Abbott is reportedly expanding its capacity for Libre by three to five times. The first wave of that manufacturing expansion he mentioned is expected to come online in the next couple of months.

"There’s a massive population that needs help managing their diabetes and our intent is to make Libre broadly accessible to all of them."

Abbott recorded sales of $430 million for Libre just in the second quarter. Analysts expect it to approach $2 billion for the year, based on consensus, according to Matthew Taylor, an analyst for UBS.

"Does that mean that ultimately you think it could be a $6 billion to $10 billion product as you go mass market?" Taylor asked White during the question and answer portion of the company's earnings call.

The question was similar to one that Vijay Kumar, an analyst for Evercore ISI, asked during Abbott's first-quarter earnings call in April (Kumar asked if it had the potential to be a $5 billion product or higher). White got around the question last quarter by offering some indirect commentary, but this time the CEO took the question head-on.

"Do I think we will get the $5 billion and do I think we will do in a reasonable time, $5 billion of sales over? Yes, I do," White said.

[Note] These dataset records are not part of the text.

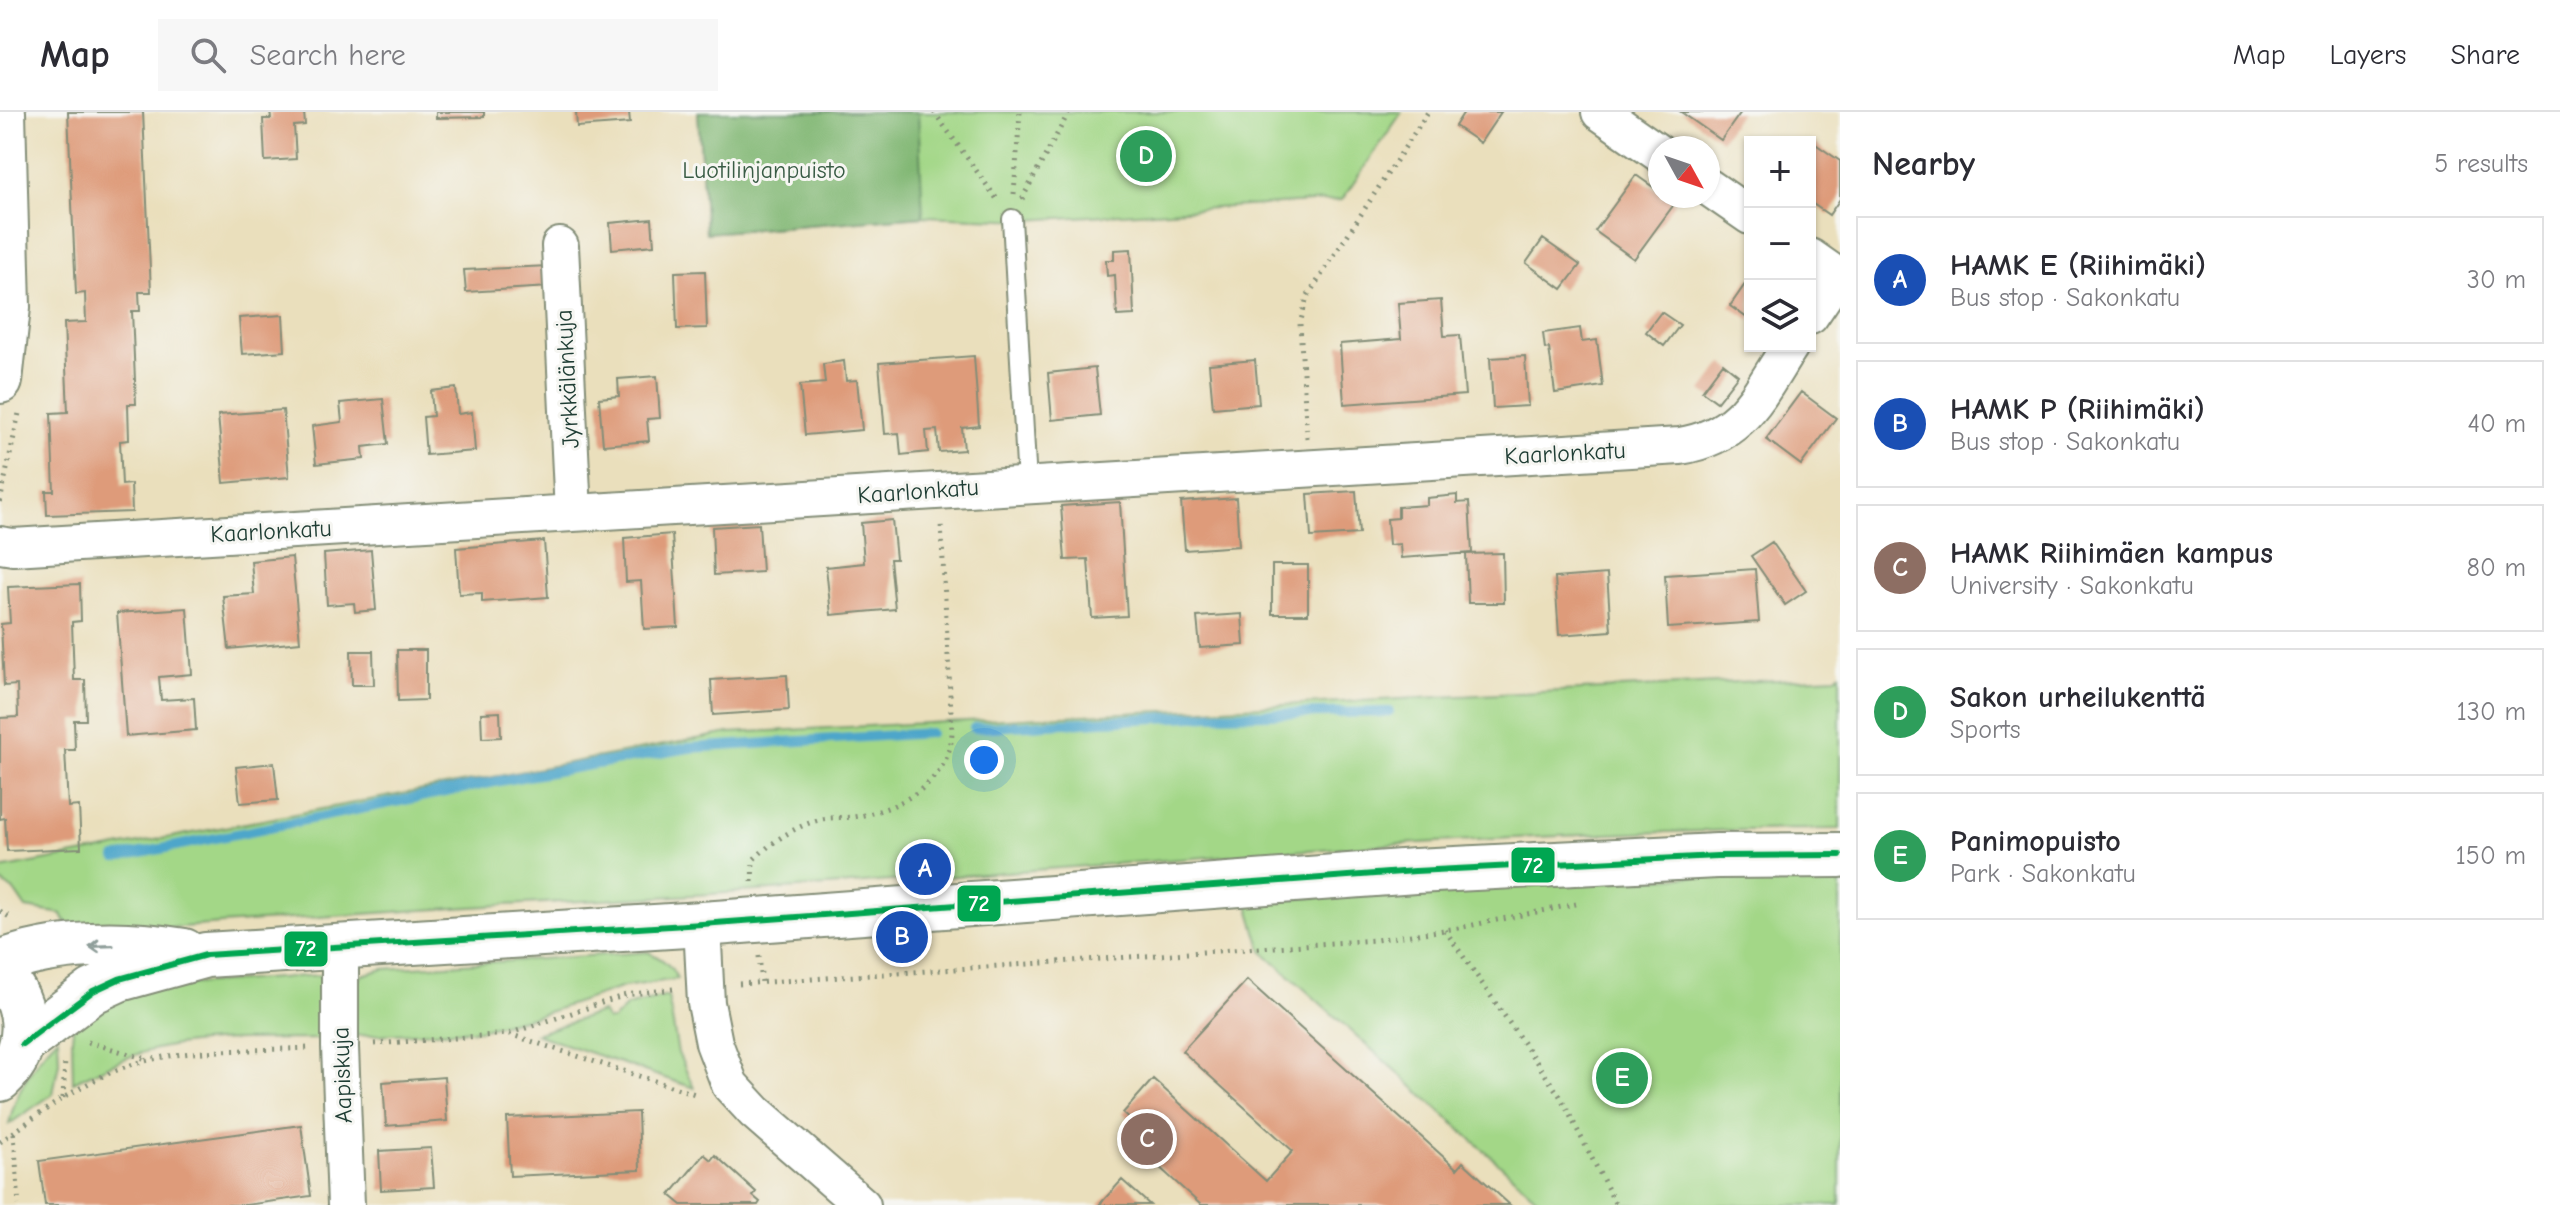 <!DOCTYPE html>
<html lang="en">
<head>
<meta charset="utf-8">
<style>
	:root { --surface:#fff; --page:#f7f7f7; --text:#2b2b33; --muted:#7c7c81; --line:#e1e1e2; --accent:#db2777 }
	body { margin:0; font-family:"Comic Neue",sans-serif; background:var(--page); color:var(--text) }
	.controls { position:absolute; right:24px; top:24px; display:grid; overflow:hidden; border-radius:0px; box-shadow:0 2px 6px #0004 }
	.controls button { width:72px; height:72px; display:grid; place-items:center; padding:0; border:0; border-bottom:2px solid var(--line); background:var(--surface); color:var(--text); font:40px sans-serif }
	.compass { position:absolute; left:1648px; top:24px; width:72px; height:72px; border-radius:50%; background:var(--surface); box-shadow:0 2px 6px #0004; rotate:130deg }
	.you { position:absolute; left:984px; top:648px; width:28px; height:28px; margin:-20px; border:6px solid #fff; border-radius:50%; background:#1a73e8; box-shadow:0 0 0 12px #1a73e833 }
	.badge { display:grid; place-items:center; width:52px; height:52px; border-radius:50%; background:var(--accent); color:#fff; font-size:26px; font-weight:700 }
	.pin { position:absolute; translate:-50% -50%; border:4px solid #fff; box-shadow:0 2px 8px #0006 }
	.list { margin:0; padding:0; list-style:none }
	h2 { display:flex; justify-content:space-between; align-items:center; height:104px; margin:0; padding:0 32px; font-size:34px }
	h2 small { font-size:26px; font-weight:400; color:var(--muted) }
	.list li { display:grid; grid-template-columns:52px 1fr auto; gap:24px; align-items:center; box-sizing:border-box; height:128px; margin:0 16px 16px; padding:0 16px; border:2px solid var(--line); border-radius:0px }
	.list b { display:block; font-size:30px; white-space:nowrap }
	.list p { margin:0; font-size:26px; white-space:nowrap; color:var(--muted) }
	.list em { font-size:26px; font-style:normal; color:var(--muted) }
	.icon { flex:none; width:44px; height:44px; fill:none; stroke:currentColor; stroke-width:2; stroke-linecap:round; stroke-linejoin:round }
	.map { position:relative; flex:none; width:1840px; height:1093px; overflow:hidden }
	header { display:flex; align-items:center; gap:48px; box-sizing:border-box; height:112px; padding:0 40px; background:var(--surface); border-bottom:2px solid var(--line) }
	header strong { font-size:38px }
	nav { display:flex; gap:44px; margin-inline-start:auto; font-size:28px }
	.search { width:560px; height:72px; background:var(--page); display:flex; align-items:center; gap:20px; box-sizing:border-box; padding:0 28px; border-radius:0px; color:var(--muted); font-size:30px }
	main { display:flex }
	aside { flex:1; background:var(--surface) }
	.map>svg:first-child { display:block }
	.green { fill:#a3d787; stroke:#618a5e; stroke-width:2 }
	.forest { fill:#82b874; stroke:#507a54; stroke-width:2 }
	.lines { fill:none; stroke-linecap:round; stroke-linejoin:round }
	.stream { stroke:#4da6ca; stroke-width:10 }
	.building { fill:#de9b7a }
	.lane-casing { stroke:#848e78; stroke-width:22 }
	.street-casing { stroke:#848e78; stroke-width:40 }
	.secondary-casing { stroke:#848e78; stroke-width:48 }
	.path { stroke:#848e78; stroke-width:5; stroke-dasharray:2 6; stroke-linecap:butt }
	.lane { stroke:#fff; stroke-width:18 }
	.street { stroke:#fff; stroke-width:36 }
	.secondary { stroke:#fff; stroke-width:44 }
	.bus-1-casing { stroke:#f6f6f2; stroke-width:12 }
	.bus-1 { stroke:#00a651; stroke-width:6 }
	.oneway { stroke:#8f9e9a }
	.labels { text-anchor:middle; stroke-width:6; stroke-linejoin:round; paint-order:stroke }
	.park-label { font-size:24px; fill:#395c45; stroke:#f6f6f2 }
	.street-label { font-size:24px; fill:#1f3d34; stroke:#f6f6f2 }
	.line-badge { stroke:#f6f6f2; stroke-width:3 }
	.badge-label { font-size:22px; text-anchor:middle; font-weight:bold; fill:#fff }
</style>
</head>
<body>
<header>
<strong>Map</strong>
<div class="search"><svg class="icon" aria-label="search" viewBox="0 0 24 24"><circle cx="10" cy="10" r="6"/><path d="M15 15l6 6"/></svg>Search here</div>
<nav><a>Map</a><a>Layers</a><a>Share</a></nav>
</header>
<main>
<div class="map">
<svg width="1840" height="1093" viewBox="0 0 1840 1093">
	<rect width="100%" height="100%" fill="#f6f6f2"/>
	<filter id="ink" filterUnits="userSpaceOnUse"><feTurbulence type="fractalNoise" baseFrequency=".0125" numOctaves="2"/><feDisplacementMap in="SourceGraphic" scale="16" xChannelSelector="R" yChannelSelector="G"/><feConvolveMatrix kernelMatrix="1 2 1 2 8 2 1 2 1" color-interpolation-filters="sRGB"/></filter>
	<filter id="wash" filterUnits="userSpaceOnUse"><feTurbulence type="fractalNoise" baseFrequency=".006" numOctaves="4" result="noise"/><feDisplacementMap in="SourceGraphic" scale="32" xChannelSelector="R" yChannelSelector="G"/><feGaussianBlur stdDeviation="1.8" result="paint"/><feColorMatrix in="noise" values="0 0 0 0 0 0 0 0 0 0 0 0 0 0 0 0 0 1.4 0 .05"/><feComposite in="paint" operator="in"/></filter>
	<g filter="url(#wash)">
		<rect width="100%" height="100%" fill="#eadfbc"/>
		<!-- green -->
		<path class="green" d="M698,0H1402L1342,88L1028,108L923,104L706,121Z
			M1840,561V717C1478,718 1117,753 756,779C661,786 566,789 471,795C338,803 205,813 72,823L62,802L26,796L15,780L0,769V757L729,621L1836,565Z
			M1754,761L1840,762V1093H1545L1262,839L1247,789Z
			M648,840C661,846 672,853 677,867L624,875L539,903L479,918L351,924L352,875L362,863L383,857Z
			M320,863L326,870L330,920L321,927C267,928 192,925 141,941C118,948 95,960 73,970L72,926L74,910L139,876Z
			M668,884L678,941L694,976L535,922L602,900L607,908H613L627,894Z
			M58,925L59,950L53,982L9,1012C16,978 34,949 58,925Z"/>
		<!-- forest -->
		<path class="forest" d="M698,0H918L923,104L706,121Z"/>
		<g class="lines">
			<!-- stream -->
			<path class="stream" d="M974,616L1210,603L1389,600
				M116,746L510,667L689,636L930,621"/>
		</g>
		<g id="blocks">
			<!-- building -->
			<path class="building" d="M68,0H143L151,180H139L140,199H132L136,292H128L129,328L120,329L122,373L131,372L132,400L47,403L46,379H54L51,301L68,300L64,211L86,210L85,181L76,182Z
				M270,0H304L305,13L294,14L296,47L265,49L263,7H271Z
				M436,0H484V5L436,6Z
				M576,0H629L630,11L577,15Z
				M1464,0H1501L1480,31L1455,14Z
				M1681,0H1741L1721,28Z
				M1814,31L1840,49V87L1829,103L1810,90V36Z
				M1636,63L1660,80V84H1665L1675,91L1634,147L1595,119Z
				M652,107L654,133L612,137L610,111Z
				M1543,127L1580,153L1562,177L1526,151Z
				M1131,137L1134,203L1117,204L1115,163L1107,164L1106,148H1114V138Z
				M549,154L550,175L466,180L464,158Z
				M705,159L707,216L677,217L675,160Z
				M1750,165V208L1730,194Z
				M1441,188L1444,224L1460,223L1465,283L1344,292L1340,232L1401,227L1398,191Z
				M1661,200L1680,213L1664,234L1646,220Z
				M283,203L285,239L242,242L239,206Z
				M1580,216L1582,230L1597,228L1603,274L1555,281L1549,236L1545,237L1543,221Z
				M974,244L979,314L962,316L964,338L939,340L937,318L926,319L928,340L901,343L899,321L885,322L879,251Z
				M1525,244L1528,294L1493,296L1490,246Z
				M1255,248L1259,292L1213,296L1209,252Z
				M844,249L846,269L857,268L862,318L805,323L800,273L825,271L823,252Z
				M1723,251L1738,263L1717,290L1702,279Z
				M1095,256L1100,303L1052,308L1048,261Z
				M657,264L660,306L647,307L649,329L603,333L599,286L619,284L618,267Z
				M456,276L458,302L472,300L475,339L426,343L423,305L433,304L431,279Z
				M1801,280L1836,306L1801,353L1766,327Z
				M383,287L388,332L363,335L364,347L316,352L312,314L342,310L340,291Z
				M283,298L289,365L224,371L218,303Z
				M1356,379L1359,422L1311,425L1308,382Z
				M1457,383V391L1469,390L1472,441L1401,446L1400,432L1389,433L1387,407L1398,406V395L1427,393V386Z
				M1236,386L1239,434L1185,438L1181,390Z
				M1120,390L1127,504L1092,506L1088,447L1065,448L1061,394Z
				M892,408L896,447H890L895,497L831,503L826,455L864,451L861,411Z
				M759,412L762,460L714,463L712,415Z
				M672,422L678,515L644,517L641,469L626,470L624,426Z
				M544,429L548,485L482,490V481L459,482L456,436Z
				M1772,430L1806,479L1785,493L1751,444Z
				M371,438L376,498L355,500L354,491L327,493L324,442Z
				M1503,441L1504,491H1468L1466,442Z
				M292,445L300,530L229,537L223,484L254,482L251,449Z
				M1272,453H1308V502H1272Z
				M1755,457L1759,510L1668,516L1665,463Z
				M1607,462L1611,519L1559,523L1555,466Z
				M80,472L81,509L72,510L74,568H85L86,608H74L75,638H65L68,695L79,694L81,736L7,739L5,706L0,707V606L18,605L17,573L4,574L1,512L10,511L8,475Z
				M187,496L192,562L159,565L161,588L194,586L196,618L126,624L117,501Z
				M1242,502L1244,533L1200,536L1197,505Z
				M397,538H426V588L398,589Z
				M351,539H373L374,573H352Z
				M787,563L789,598L713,603L711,568Z
				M500,600L501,625L482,626L481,601Z
				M274,651L278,688L240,691L236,655Z
				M1247,868L1457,1057L1463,1050L1510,1093H1201L1147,1044L1157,1032L1123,1001L1153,967L1266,1069L1293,1039L1182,939Z
				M444,965L447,1009L386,1014L383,970Z
				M638,1000L640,1058L510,1064L507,1006Z
				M301,1013L311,1084L246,1093H45L39,1049Z
				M431,1036L434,1075L381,1078L379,1039Z
				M704,1042L711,1048L715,1043L756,1080L753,1084L760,1090L758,1093H682L670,1083Z
				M1122,1068L1150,1093H1099Z"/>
		</g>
	</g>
	<g filter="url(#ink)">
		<use href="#blocks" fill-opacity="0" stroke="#848e78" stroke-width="2"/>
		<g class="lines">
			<!-- lane casing -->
			<g class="lane-casing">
				<path id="lane" d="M1012,107L1027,372"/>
			</g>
			<!-- street casing -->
			<g class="street-casing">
				<path id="street" d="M1600,0L1660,42
					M1708,75L1750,104
					M560,134L573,401
					M1810,145L1840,166
					M1810,204L1837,164
					M0,433L13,435L1680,334C1743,324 1758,283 1790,234
					M702,812L706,891L714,931L730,973L755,1000L862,1093
					M340,834V935L346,1093"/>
			</g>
			<!-- secondary casing -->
			<g class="secondary-casing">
				<path id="secondary" d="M0,269L8,195L3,0
					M0,851C56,829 125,829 184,839
					M0,861C30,893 33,936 0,967
					M22,932L93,879L119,867L206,843L702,812L1415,759L1717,744L1840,743"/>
			</g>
			<!-- path -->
			<path class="path" d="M934,0L999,90
				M1014,82L1020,0
				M1022,87L1069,0
				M1307,326L1300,212L1307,185L1428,0
				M0,390L19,301
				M752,770L753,748C773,729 795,714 822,707C832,705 843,706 853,705C899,698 951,670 952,619L941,411
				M0,799L11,806
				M1445,818L1560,984L1616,1093
				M759,844L762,871
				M739,872L1376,828L1458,816L1576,792
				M509,922L698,983
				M88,930L147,947
				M374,932L508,922L626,883L673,877
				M63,986L65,948
				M14,1021L19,1093
				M0,1030C45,998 94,960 149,948C200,936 257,939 309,936"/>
			<!-- lane -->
			<use href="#lane" class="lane"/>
			<!-- street -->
			<use href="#street" class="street"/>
			<!-- secondary -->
			<use href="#secondary" class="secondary"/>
			<!-- bus-1 casing -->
			<g class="bus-1-casing">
				<path id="bus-1" d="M22,932L93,879L119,867L206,843L702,812L1415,759L1717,744L1840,743"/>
			</g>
			<!-- bus-1 -->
			<use href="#bus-1" class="bus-1"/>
		</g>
		<!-- one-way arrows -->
		<defs><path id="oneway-shaft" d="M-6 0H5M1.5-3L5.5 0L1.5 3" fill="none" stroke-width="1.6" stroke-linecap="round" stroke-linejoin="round" transform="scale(2)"/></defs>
		<use class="oneway" href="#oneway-shaft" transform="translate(101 834) rotate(178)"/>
	</g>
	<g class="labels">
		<!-- park labels -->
		<g class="park-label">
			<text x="764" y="66">Luotilinjanpuisto</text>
		</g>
		<!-- street labels -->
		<g class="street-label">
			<text transform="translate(567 267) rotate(-93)" y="8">Jyrkkälänkuja</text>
			<text transform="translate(1565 341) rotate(-3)" y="8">Kaarlonkatu</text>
			<text transform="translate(918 379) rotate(-4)" y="8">Kaarlonkatu</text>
			<text transform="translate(271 419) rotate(-3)" y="8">Kaarlonkatu</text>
			<text transform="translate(342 963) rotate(-92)" y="8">Aapiskuja</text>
		</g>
	</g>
	<g class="line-badge">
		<rect x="1510" y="734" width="46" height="38" rx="8" fill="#00a651"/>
		<rect x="956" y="772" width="46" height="39" rx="8" fill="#00a651"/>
		<rect x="283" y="818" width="46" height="38" rx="8" fill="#00a651"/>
	</g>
	<g class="badge-label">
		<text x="1533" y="761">72</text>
		<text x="979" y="799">72</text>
		<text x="306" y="844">72</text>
	</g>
</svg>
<div class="controls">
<button>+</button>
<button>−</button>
<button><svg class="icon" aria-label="layers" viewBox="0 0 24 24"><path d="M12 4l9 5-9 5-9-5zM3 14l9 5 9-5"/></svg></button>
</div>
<svg class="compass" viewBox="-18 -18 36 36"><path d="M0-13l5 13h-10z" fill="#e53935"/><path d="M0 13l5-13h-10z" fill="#7c7c81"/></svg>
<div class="you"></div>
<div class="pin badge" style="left:925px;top:757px;background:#1a4fb4">A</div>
<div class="pin badge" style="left:902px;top:825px;background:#1a4fb4">B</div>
<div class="pin badge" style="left:1147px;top:1027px;background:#8d6e63">C</div>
<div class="pin badge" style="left:1146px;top:44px;background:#2e9e5b">D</div>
<div class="pin badge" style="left:1622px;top:966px;background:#2e9e5b">E</div>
</div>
<aside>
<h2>Nearby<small>5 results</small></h2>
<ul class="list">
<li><span class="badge" style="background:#1a4fb4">A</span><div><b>HAMK E (Riihimäki)</b><p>Bus stop · Sakonkatu</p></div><em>30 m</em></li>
<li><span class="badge" style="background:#1a4fb4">B</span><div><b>HAMK P (Riihimäki)</b><p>Bus stop · Sakonkatu</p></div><em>40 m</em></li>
<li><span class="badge" style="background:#8d6e63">C</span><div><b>HAMK Riihimäen kampus</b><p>University · Sakonkatu</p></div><em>80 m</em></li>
<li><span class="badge" style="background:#2e9e5b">D</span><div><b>Sakon urheilukenttä</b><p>Sports</p></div><em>130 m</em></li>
<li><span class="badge" style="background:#2e9e5b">E</span><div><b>Panimopuisto</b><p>Park · Sakonkatu</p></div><em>150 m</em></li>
</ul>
</aside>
</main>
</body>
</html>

He reiterated that the growth rate Abbott is seeing with Libre (which as of last quarter was in the ballpark of 80%) is driven not only by the size of the market but by the need, the utility, and the affordability of the product. Those three factors combined are what makes this a mass-market product, White said.

"I won't jinx anything by trying to make some prognostication about $10 billion, but I would say that I think it's got enormous potential, and it's got potential beyond glucose," White said. "It's got potential as a wearable and in other analytes and other products over time."

Abbott has R&D programs underway, he said, not only for the repeated enhancement improvement and expansion of Libre but also for its potential application beyond diabetes.

"So, I think that there's just a lot of things that will evolve over the coming years here that today people aren't even contemplating with the product," White said in response to Taylor's question. "We're going as hard as we can at the glucose opportunity, which is enormous. But there's so much more beyond that that I think, at least your aspirational consideration, to be honest, has validity. I'm not ready to put any numbers around it."